12. The control method of the printing apparatus according to claim 11, wherein, in the first determining step, the state of the remaining amount is determined to be the remaining amount low state in a case where the usage amount obtained in the first obtaining step is the first threshold or more and the remaining amount in the tank obtained in the second obtaining step is the second threshold or less.

13. The control method of the printing apparatus according to claim 11, wherein, in the first determining step, the state of the remaining amount is determined to be the remaining amount low state in a case where the usage amount is not obtained in the first obtaining step and the remaining amount in the tank obtained in the second obtaining step is a second threshold or less.

14. The control method of the printing apparatus according to claim 11, further comprising a notifying step of notifying a server of information indicating that the remaining amount of the expendable in the expendable replenishment container is low, in a case where the situation where the remaining amount of the expendable is lower than the predetermined value is detected in the detecting step.

15. The control method of the printing apparatus according to claim 14, wherein in the case where the notification of the information to the server is performed in the notifying step, the usage amount is reset and time and date of the detection of the situation where the remaining amount of the expendable in the expendable replenishment container is lower than the predetermined value are updated.

16. The control method of the printing apparatus according to claim 14, further comprising a canceling step of canceling the remaining amount low state depending on whether or not the usage amount obtained in the first obtaining step has reached or exceeded a third threshold in the remaining amount low state, wherein

notification of the cancelation of the remaining amount low state in the canceling step is made to the server in the notification step.

17. The control method of the printing apparatus according to claim 15, wherein the usage amount is obtainable in the first obtaining step in a case where obtaining of the time and date is successful.

18. The control method of the printing apparatus according to claim 11, wherein the expendable is ink.
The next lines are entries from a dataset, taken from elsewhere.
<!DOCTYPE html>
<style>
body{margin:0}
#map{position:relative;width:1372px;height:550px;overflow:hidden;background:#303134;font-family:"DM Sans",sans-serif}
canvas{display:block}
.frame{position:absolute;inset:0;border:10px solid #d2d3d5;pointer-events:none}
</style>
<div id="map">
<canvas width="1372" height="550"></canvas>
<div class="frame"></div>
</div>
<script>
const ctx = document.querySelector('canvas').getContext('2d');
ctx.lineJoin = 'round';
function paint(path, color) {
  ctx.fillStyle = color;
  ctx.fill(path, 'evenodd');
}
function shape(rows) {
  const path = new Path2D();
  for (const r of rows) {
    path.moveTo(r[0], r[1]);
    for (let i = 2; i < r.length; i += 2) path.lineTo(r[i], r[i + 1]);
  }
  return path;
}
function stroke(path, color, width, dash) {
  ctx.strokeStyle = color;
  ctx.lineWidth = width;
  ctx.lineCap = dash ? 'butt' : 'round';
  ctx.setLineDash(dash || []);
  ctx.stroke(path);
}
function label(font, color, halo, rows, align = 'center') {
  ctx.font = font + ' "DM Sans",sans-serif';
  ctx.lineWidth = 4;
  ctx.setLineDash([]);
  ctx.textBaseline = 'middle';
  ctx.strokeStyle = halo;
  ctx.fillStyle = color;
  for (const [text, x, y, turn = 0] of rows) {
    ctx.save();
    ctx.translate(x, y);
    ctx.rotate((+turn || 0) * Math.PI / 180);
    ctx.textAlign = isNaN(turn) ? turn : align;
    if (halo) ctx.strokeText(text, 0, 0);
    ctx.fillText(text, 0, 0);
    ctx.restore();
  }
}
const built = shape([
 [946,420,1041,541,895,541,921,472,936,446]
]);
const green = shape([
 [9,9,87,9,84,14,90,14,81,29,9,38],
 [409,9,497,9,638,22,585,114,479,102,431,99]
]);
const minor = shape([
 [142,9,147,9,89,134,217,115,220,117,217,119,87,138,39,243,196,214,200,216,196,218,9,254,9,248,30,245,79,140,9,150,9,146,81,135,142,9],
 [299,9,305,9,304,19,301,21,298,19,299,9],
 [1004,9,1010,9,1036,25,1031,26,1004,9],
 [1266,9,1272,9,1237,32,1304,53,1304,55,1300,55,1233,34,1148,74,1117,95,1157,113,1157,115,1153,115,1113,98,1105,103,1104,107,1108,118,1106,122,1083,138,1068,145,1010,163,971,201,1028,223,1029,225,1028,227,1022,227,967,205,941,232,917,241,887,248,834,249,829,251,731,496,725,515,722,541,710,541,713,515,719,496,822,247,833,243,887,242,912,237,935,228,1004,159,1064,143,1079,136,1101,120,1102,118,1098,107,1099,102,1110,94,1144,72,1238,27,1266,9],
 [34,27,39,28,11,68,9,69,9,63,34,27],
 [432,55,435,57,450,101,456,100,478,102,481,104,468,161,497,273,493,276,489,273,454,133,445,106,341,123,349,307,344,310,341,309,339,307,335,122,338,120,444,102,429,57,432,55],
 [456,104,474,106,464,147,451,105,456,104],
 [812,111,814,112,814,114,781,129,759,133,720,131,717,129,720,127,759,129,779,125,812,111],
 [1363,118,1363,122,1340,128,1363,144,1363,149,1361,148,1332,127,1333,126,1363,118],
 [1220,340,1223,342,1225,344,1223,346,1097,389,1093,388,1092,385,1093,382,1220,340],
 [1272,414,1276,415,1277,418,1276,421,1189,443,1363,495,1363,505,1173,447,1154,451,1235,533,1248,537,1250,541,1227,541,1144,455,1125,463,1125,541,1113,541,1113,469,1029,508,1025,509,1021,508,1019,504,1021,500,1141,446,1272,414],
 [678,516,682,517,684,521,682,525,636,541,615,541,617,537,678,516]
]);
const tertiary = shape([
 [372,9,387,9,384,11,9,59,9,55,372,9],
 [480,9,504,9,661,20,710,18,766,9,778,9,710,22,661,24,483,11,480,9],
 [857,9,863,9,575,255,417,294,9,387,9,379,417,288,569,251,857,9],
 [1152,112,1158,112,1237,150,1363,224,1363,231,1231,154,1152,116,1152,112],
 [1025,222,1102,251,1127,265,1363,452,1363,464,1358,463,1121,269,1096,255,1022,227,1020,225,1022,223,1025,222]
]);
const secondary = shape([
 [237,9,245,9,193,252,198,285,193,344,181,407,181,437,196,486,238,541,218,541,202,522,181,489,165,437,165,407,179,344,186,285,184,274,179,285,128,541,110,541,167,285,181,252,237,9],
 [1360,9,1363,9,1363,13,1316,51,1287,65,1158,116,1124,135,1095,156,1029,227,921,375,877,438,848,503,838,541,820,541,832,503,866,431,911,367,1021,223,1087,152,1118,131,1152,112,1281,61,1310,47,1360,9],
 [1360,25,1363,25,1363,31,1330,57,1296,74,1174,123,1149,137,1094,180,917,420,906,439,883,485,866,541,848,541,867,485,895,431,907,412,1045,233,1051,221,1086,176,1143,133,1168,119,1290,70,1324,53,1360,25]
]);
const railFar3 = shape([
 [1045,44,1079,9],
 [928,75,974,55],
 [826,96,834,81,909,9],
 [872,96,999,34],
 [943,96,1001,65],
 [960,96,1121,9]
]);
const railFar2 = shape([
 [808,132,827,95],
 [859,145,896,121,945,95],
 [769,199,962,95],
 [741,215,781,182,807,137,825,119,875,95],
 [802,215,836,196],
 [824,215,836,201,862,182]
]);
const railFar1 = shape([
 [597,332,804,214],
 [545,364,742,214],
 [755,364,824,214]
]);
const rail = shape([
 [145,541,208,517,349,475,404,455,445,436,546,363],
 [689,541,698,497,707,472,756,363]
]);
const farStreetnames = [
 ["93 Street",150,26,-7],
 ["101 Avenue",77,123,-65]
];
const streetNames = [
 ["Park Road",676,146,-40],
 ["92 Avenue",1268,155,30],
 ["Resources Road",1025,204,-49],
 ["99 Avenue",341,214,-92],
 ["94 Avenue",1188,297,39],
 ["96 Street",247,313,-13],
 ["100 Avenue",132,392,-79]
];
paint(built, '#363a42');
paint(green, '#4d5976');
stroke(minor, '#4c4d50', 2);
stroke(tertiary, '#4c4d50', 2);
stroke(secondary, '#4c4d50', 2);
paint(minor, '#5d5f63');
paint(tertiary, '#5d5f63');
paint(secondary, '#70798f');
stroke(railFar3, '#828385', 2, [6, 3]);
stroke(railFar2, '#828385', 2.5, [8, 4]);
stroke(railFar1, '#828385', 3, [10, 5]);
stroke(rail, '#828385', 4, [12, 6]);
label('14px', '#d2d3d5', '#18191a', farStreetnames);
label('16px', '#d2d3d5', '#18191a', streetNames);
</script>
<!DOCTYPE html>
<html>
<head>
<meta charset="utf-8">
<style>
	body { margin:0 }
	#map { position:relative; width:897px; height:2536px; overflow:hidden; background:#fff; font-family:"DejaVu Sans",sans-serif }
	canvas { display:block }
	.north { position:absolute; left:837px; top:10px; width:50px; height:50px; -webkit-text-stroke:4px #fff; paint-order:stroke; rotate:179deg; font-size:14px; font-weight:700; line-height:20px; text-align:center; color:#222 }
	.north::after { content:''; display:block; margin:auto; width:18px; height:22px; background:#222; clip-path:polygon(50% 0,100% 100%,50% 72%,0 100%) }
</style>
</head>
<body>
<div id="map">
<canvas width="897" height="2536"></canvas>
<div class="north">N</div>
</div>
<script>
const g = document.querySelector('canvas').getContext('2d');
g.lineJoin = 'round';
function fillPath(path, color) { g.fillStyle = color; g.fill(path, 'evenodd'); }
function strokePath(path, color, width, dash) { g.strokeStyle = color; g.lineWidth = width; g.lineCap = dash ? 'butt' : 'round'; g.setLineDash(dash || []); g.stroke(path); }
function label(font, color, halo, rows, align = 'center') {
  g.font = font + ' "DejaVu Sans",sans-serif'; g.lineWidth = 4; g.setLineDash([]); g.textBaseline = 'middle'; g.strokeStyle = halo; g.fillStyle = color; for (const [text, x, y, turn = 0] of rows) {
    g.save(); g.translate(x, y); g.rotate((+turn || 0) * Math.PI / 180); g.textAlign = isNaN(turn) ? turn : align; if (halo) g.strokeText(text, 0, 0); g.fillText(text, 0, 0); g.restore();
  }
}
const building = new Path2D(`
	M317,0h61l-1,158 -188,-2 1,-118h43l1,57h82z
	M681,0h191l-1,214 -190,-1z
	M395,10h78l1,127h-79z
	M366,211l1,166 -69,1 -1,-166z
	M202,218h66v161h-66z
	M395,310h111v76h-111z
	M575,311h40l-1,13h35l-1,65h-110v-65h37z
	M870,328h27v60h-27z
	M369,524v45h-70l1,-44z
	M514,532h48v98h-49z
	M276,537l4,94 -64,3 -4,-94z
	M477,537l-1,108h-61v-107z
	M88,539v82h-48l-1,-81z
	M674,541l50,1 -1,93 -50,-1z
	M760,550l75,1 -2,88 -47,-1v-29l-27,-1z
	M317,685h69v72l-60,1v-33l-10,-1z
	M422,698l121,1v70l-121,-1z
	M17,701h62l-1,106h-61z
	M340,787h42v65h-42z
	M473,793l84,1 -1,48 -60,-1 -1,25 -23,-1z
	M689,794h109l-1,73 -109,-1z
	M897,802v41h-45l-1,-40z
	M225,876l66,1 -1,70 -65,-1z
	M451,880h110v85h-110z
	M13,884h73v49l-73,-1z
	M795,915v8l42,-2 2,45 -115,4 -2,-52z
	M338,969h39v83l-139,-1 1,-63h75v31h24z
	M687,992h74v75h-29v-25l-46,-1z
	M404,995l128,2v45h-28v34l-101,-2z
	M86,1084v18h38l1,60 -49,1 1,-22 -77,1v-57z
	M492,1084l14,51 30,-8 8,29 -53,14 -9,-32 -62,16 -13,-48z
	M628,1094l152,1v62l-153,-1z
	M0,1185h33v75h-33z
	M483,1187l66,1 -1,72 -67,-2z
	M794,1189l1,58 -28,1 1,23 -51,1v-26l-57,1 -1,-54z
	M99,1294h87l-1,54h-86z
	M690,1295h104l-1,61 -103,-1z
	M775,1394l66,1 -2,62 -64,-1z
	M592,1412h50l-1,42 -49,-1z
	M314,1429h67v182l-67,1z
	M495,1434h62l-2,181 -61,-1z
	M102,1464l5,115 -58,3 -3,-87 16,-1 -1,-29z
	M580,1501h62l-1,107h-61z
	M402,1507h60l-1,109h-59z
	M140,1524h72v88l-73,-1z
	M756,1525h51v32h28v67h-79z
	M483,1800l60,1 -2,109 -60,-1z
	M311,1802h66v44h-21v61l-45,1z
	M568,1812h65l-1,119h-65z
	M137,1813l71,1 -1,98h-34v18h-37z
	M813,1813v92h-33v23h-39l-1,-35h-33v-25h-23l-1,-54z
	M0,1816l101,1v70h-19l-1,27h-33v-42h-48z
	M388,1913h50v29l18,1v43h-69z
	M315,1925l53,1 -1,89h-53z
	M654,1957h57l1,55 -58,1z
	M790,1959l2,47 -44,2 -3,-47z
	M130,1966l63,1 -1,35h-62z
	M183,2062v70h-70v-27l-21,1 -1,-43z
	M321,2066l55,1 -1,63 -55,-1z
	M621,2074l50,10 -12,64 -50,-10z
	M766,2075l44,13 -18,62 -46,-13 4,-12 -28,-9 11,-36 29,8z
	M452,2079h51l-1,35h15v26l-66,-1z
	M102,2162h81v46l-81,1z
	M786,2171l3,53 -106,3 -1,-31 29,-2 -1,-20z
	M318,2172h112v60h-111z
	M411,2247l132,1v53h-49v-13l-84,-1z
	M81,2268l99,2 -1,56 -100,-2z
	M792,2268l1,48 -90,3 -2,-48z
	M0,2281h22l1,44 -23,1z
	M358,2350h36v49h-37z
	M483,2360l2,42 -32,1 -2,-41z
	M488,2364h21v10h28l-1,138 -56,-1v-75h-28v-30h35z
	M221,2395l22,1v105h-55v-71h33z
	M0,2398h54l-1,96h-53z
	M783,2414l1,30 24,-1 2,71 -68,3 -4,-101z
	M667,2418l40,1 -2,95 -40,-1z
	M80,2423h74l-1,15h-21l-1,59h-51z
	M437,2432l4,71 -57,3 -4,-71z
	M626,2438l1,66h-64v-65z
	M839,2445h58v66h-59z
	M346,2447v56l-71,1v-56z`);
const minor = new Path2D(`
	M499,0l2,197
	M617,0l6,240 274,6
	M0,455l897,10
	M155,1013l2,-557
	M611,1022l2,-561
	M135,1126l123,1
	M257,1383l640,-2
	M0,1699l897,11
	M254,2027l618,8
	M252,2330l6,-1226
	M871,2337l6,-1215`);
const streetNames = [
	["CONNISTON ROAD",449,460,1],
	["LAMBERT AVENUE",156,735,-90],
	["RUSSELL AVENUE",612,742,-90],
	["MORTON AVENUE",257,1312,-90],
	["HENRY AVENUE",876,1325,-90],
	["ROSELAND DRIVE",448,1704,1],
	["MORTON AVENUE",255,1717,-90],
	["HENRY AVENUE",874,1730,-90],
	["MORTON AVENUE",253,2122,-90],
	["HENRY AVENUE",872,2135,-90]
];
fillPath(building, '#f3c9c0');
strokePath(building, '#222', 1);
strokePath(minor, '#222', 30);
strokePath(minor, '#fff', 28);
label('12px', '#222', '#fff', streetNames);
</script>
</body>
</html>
19. A non-transitory computer readable storage medium storing a program which causes a computer to function as a printing apparatus that includes a tank configured to store an expendable injected from an expendable replenishment container and that prints an image by ejecting the expendable from the tank, wherein

the program causes the printing apparatus to function as: a first obtaining unit that obtains a usage amount of the expendable from a time point of detection of a situation where a remaining amount of the expendable in the expendable replenishment container is lower than a predetermined value; a second obtaining unit that obtains a remaining amount in the tank; a first determination unit that determines a state of the remaining amount of the expendable in the expendable replenishment container by comparing the usage amount obtained by the first obtaining unit and the remaining amount in the tank obtained by the second obtaining unit with thresholds set respectively for the usage amount and the remaining amount; and a detection unit that detects the situation where the remaining amount of the expendable in the expendable replenishment container is lower than the predetermined value, in a case where the state determined by the first determination unit is a remaining amount low state.